In electrical substations, uninterrupted power supply to essential control and protection circuits is important for safe and reliable power system operation. The DC changeover relay is a vital component that provides automatic switching between two independent DC power sources without interrupting the supply to essential circuits and loads. This device acts as an intelligent switch that monitors the health of the primary DC source and seamlessly switches to a backup source when the primary source fails.
In this technical guide we will discuss How DC Changeover Relays Work, their Construction, Operating Principles, Circuit Diagram of a typical DC Changeover Scheme and practical applications in modern substations with examples.
1. What is a DC Changeover Relay?
A DC changeover relay is an electromechanical device that automatically switches the power supply between two DC sources based on the availability and health of those sources. It consists of a relay coil and multiple contact sets that control the distribution of power to various substation circuits and equipment.
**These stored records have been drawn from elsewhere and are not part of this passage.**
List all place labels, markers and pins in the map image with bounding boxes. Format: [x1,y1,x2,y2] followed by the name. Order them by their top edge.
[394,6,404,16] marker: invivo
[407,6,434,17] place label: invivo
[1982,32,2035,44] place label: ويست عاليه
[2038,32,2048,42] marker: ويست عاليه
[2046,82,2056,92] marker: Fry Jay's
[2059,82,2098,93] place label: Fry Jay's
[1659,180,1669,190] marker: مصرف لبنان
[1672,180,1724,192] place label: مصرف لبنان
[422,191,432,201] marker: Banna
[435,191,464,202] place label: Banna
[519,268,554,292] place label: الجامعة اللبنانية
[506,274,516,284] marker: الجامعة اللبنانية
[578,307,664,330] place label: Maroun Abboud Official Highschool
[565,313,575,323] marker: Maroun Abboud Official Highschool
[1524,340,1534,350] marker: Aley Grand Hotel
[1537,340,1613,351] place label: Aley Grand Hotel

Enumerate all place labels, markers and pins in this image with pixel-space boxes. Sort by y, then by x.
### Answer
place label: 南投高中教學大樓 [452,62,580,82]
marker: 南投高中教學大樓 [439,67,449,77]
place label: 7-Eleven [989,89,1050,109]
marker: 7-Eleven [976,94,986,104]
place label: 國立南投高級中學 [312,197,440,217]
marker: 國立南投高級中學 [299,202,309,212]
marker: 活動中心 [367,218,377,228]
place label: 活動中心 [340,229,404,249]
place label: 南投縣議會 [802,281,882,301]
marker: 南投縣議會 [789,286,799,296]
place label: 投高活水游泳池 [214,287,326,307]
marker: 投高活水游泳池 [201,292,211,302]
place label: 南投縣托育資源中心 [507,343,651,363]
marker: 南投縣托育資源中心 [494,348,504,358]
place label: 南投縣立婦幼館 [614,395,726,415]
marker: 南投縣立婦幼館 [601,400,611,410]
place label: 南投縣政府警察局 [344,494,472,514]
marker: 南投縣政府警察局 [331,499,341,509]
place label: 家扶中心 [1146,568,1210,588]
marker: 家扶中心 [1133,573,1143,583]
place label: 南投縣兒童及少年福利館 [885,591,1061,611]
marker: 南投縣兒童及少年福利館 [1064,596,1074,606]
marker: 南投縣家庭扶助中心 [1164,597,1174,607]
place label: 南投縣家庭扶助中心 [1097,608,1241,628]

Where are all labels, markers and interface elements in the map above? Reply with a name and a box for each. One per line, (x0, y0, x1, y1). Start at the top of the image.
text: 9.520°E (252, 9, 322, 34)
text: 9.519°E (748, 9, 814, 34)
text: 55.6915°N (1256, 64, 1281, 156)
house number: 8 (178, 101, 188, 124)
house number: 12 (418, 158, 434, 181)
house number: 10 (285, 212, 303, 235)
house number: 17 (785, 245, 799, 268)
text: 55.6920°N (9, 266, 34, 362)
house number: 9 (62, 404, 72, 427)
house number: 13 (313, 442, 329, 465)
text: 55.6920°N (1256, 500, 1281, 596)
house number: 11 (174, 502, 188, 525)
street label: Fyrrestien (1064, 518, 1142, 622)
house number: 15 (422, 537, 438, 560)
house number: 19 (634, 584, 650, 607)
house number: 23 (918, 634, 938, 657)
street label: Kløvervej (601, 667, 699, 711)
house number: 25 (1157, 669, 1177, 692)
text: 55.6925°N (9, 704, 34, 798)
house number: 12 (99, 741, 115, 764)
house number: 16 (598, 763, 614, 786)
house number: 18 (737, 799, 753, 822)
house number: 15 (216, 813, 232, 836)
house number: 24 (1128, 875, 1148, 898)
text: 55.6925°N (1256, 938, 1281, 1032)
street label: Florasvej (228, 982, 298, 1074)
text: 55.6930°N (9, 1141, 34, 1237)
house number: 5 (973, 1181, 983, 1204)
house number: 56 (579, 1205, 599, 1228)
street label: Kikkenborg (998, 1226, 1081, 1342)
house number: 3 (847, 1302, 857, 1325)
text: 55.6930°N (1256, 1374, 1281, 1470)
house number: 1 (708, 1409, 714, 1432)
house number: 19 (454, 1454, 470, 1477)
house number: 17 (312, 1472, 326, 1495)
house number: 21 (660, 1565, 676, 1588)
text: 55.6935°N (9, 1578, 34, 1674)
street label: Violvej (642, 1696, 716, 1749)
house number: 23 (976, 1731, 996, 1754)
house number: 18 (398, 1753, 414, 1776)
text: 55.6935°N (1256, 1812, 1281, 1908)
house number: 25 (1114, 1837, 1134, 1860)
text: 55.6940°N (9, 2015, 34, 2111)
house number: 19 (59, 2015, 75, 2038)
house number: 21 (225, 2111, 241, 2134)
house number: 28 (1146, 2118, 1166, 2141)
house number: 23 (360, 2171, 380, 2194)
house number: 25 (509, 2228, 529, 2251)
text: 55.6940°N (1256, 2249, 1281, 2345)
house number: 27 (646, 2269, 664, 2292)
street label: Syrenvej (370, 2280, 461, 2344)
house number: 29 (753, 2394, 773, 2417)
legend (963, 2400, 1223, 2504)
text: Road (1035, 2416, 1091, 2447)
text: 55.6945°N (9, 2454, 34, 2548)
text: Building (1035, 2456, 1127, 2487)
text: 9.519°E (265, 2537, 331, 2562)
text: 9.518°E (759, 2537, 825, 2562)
The primary function of a DC changeover relay is to ensure continuous power delivery to essential substation circuits such as Circuit Breaker Closing and Tripping Mechanisms, Differential Protection Relays, Overcurrent and Earth Fault Protection Relays, Distance Protection Relays Annunciation Circuits, Emergency Lighting, etc. When the primary DC source (DC-1) fails or becomes unavailable, the relay automatically transfers the load to the secondary DC source (DC-2) without any manual intervention or delay.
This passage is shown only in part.